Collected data

[Start of section]

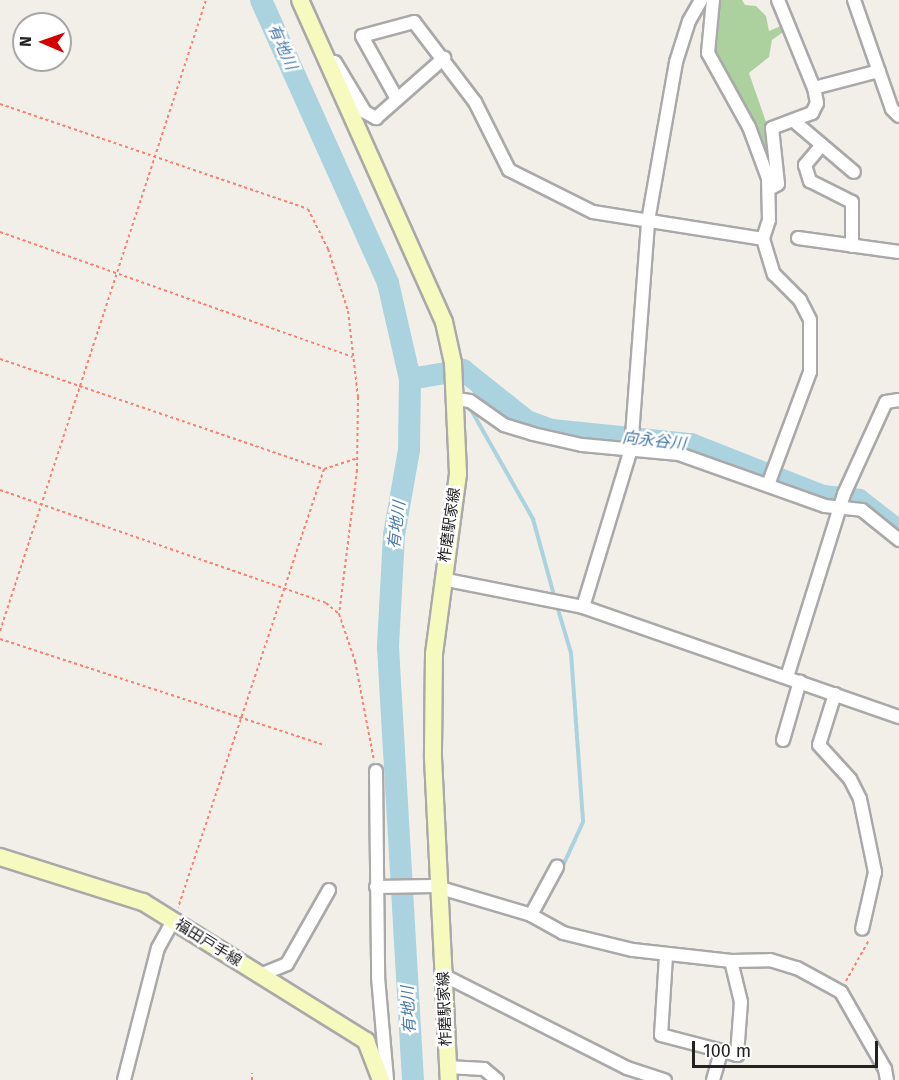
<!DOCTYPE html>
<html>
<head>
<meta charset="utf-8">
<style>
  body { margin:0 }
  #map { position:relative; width:899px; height:1080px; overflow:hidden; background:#f2efe9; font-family:"Fira Sans","Noto Sans JP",sans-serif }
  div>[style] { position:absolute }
  .forest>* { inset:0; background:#add19e }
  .stream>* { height:4px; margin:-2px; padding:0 2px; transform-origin:2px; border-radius:2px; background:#aad3df }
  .river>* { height:22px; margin:-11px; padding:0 11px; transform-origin:11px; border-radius:11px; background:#aad3df }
  .path>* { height:2px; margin-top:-1px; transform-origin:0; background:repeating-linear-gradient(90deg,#fa8072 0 3px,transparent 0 6px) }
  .roads { filter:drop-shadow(2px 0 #a9a9a9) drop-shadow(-2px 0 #a9a9a9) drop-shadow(0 2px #a9a9a9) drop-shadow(0 -2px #a9a9a9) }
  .street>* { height:12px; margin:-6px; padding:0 6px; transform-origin:6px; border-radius:6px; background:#fff }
  .secondary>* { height:16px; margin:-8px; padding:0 8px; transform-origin:8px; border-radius:8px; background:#f7fabf }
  span { translate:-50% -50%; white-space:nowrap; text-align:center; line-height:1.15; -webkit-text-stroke:5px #fff; paint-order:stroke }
  .street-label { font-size:15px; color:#222 }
  .water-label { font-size:16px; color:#4a7aab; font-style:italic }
  .north { position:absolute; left:12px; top:12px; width:60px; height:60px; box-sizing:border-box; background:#fff; border:2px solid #a7a7a7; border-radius:50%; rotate:272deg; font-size:16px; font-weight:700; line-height:24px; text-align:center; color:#222 }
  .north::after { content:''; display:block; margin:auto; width:21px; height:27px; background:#d40000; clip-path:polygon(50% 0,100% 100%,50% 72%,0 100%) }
  .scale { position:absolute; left:692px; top:1041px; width:186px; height:27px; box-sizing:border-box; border:3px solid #222; border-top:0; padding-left:8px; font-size:18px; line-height:21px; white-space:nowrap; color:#222; -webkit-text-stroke:4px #fff; paint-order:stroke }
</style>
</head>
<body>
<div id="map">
  <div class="forest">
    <i style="clip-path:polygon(716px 0,742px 0,745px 5px,756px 6px,766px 16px,769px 31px,783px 25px,786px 30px,772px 40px,769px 57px,749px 73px,767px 125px,766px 147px,775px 178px,711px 53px)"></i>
  </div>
  <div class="stream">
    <i style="left:474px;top:391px;width:10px;rotate:-53deg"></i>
    <i style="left:470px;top:408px;width:128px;rotate:60.4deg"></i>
    <i style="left:533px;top:519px;width:83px;rotate:74.6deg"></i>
    <i style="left:557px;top:606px;width:49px;rotate:73.4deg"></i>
    <i style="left:571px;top:653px;width:169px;rotate:85.9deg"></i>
    <i style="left:583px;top:822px;width:53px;rotate:114.6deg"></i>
  </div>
  <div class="river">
    <i style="left:261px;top:0;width:310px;rotate:65.8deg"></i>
    <i style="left:388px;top:283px;width:98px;rotate:77.1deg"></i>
    <i style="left:410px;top:379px;width:71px;rotate:90.8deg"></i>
    <i style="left:409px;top:450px;width:86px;rotate:100deg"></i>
    <i style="left:394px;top:535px;width:112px;rotate:93.1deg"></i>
    <i style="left:388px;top:647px;width:434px;rotate:86.7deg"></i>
    <i style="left:410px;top:379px;width:54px;rotate:-9.6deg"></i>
    <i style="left:463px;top:370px;width:82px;rotate:38.6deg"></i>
    <i style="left:527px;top:421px;width:27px;rotate:20deg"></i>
    <i style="left:552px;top:430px;width:140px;rotate:5.8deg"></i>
    <i style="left:691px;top:444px;width:142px;rotate:21.5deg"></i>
    <i style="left:823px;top:496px;width:36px;rotate:6deg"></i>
    <i style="left:859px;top:500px;width:51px;rotate:37.8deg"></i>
  </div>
  <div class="path">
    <i style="left:0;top:104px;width:325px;rotate:18.8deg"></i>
    <i style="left:308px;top:209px;width:45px;rotate:63.4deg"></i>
    <i style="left:328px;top:249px;width:65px;rotate:72.1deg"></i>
    <i style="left:348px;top:311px;width:87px;rotate:83.4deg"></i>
    <i style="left:358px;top:397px;width:73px;rotate:90.8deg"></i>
    <i style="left:357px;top:470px;width:145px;rotate:97.1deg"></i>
    <i style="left:0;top:232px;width:374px;rotate:19.5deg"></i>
    <i style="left:0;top:359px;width:342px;rotate:18.8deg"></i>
    <i style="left:324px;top:469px;width:462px;rotate:108.4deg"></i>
    <i style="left:324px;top:469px;width:35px;rotate:-18deg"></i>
    <i style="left:0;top:490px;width:345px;rotate:19.1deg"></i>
    <i style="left:326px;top:603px;width:17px;rotate:40deg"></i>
    <i style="left:339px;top:614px;width:50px;rotate:71.2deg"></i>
    <i style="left:355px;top:661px;width:102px;rotate:79.2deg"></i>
    <i style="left:0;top:631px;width:664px;rotate:-71.92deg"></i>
    <i style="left:0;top:639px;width:342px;rotate:18.1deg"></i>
    <i style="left:846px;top:981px;width:47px;rotate:-60.7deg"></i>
    <i style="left:252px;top:1080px;width:7px;rotate:-90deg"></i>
  </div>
  <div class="roads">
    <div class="street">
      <i style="left:713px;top:0;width:53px;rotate:95.4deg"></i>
      <i style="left:708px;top:53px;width:85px;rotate:61deg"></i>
      <i style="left:749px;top:127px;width:54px;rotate:69.6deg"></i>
      <i style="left:768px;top:178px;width:42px;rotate:88.6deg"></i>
      <i style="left:769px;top:220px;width:20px;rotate:108deg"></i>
      <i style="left:778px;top:0;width:95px;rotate:67.8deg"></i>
      <i style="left:854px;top:0;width:115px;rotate:70.8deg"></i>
      <i style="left:892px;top:109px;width:10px;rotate:45deg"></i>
      <i style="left:335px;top:62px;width:58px;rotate:59deg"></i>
      <i style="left:365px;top:112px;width:13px;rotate:29deg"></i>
      <i style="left:376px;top:118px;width:91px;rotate:-41.4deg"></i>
      <i style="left:397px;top:99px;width:72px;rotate:-119.1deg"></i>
      <i style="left:362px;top:36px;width:54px;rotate:-15.1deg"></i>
      <i style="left:414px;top:22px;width:101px;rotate:52.7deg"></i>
      <i style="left:475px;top:102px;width:76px;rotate:63.4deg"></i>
      <i style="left:509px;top:170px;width:94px;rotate:26.6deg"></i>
      <i style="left:593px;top:212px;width:172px;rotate:9deg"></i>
      <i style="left:763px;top:239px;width:37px;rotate:73deg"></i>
      <i style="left:774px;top:274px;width:37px;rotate:45deg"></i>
      <i style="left:800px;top:300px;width:22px;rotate:63deg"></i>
      <i style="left:810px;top:320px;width:52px;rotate:90deg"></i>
      <i style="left:810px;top:372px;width:121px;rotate:110.4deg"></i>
      <i style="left:795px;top:122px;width:77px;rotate:40.3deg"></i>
      <i style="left:821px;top:146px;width:25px;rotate:130deg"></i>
      <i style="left:805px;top:165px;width:17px;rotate:73deg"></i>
      <i style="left:810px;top:181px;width:47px;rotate:26.6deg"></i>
      <i style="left:852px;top:202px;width:44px;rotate:90deg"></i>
      <i style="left:769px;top:189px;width:10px;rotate:-29deg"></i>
      <i style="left:778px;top:184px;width:56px;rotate:-96.1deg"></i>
      <i style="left:772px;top:128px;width:43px;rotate:-20.6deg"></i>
      <i style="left:812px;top:113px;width:11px;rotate:-63deg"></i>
      <i style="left:817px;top:103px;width:15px;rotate:-101deg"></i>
      <i style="left:814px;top:88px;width:67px;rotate:-14.7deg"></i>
      <i style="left:798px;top:238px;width:102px;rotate:7.9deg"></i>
      <i style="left:456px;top:399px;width:14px;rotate:8deg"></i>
      <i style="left:470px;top:401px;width:42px;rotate:35.2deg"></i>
      <i style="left:504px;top:425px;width:30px;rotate:17deg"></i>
      <i style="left:533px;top:434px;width:50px;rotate:12.7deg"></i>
      <i style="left:582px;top:445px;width:97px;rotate:5.3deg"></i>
      <i style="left:679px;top:454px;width:155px;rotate:19.6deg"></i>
      <i style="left:825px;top:506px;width:37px;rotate:6deg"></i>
      <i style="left:862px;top:510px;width:48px;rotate:39deg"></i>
      <i style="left:442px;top:579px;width:144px;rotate:11.2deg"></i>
      <i style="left:583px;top:607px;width:335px;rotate:19.2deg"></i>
      <i style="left:583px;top:607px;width:165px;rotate:-73.1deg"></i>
      <i style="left:631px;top:449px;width:229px;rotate:-85.7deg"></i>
      <i style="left:648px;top:221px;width:161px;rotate:-80deg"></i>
      <i style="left:676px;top:62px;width:43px;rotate:-72.4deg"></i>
      <i style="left:689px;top:21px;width:24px;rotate:-60deg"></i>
      <i style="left:787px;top:677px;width:192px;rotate:-72.7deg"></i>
      <i style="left:844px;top:494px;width:101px;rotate:-65.5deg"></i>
      <i style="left:886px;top:402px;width:13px;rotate:-9deg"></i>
      <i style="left:835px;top:694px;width:53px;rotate:107.4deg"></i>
      <i style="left:819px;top:745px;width:46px;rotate:47.6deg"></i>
      <i style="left:850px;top:779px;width:22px;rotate:63deg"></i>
      <i style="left:860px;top:799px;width:75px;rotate:78.4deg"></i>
      <i style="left:875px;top:872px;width:58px;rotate:102.8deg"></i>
      <i style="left:783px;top:740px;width:61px;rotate:-73.9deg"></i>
      <i style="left:376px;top:771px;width:206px;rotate:89.4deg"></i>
      <i style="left:378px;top:977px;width:103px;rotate:85deg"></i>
      <i style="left:376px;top:887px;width:58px;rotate:-1deg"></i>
      <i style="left:434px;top:886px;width:101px;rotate:16.6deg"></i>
      <i style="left:531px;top:915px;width:55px;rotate:-61.6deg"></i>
      <i style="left:531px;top:915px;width:37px;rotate:29deg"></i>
      <i style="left:563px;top:933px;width:72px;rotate:13.7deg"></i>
      <i style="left:633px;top:950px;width:99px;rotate:6.4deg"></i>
      <i style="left:731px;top:961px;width:39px;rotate:-1deg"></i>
      <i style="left:770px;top:960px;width:28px;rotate:17deg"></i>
      <i style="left:797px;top:968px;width:50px;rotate:28.6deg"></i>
      <i style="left:841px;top:992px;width:89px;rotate:60.3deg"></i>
      <i style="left:885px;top:1069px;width:11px;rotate:80deg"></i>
      <i style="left:666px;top:956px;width:79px;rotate:93.6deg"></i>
      <i style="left:661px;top:1035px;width:79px;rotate:14.7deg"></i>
      <i style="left:737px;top:1055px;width:53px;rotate:-85.7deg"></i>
      <i style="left:741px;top:1002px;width:42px;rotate:-103.7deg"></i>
      <i style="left:260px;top:975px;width:29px;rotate:-22deg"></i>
      <i style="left:287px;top:964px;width:85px;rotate:-60.4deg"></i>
      <i style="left:443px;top:975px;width:206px;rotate:26.8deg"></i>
      <i style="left:627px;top:1068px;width:40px;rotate:18deg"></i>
      <i style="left:447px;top:1067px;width:37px;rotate:3deg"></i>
      <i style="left:484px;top:1069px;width:17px;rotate:40deg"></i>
      <i style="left:124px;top:1080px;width:136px;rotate:-75.6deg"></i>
      <i style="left:158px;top:948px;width:31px;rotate:-61deg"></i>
      <i style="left:713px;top:1080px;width:29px;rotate:-74deg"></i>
    </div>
    <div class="secondary">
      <i style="left:300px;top:0;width:353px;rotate:65.9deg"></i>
      <i style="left:444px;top:322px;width:42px;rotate:77.6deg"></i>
      <i style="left:453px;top:363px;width:111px;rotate:87.4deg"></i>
      <i style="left:458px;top:474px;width:182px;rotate:97.6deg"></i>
      <i style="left:434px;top:654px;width:104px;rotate:90.6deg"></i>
      <i style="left:433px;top:758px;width:322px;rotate:87.2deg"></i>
      <i style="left:0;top:857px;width:150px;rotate:17.5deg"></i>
      <i style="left:143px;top:902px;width:263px;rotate:31.9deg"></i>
      <i style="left:366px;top:1041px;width:42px;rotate:69deg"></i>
    </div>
  </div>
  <div class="street-label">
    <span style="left:450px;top:525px;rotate:-82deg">柞磨駅家線</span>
    <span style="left:208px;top:943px;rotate:32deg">福田戸手線</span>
    <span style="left:445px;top:1009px;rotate:-92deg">柞磨駅家線</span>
  </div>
  <div class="water-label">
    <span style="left:282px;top:47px;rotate:66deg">有地川</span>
    <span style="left:654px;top:441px;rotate:6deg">向永谷川</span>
    <span style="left:397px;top:525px;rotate:-83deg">有地川</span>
    <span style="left:409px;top:1010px;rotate:-93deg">有地川</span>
  </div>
  <div class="north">N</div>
  <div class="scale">100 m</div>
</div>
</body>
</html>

[End of section]

*WHAT THE TASK REQUIRES:* Scan the records above for the lines holding "position:relative; width:899px; height:1080px;" and "height:4px; margin:-2px; padding:0". Transcribe those two and every line between them word for word, and no others.

*RESPONSE BOX:*
  #map { position:relative; width:899px; height:1080px; overflow:hidden; background:#f2efe9; font-family:"Fira Sans","Noto Sans JP",sans-serif }
  div>[style] { position:absolute }
  .forest>* { inset:0; background:#add19e }
  .stream>* { height:4px; margin:-2px; padding:0 2px; transform-origin:2px; border-radius:2px; background:#aad3df }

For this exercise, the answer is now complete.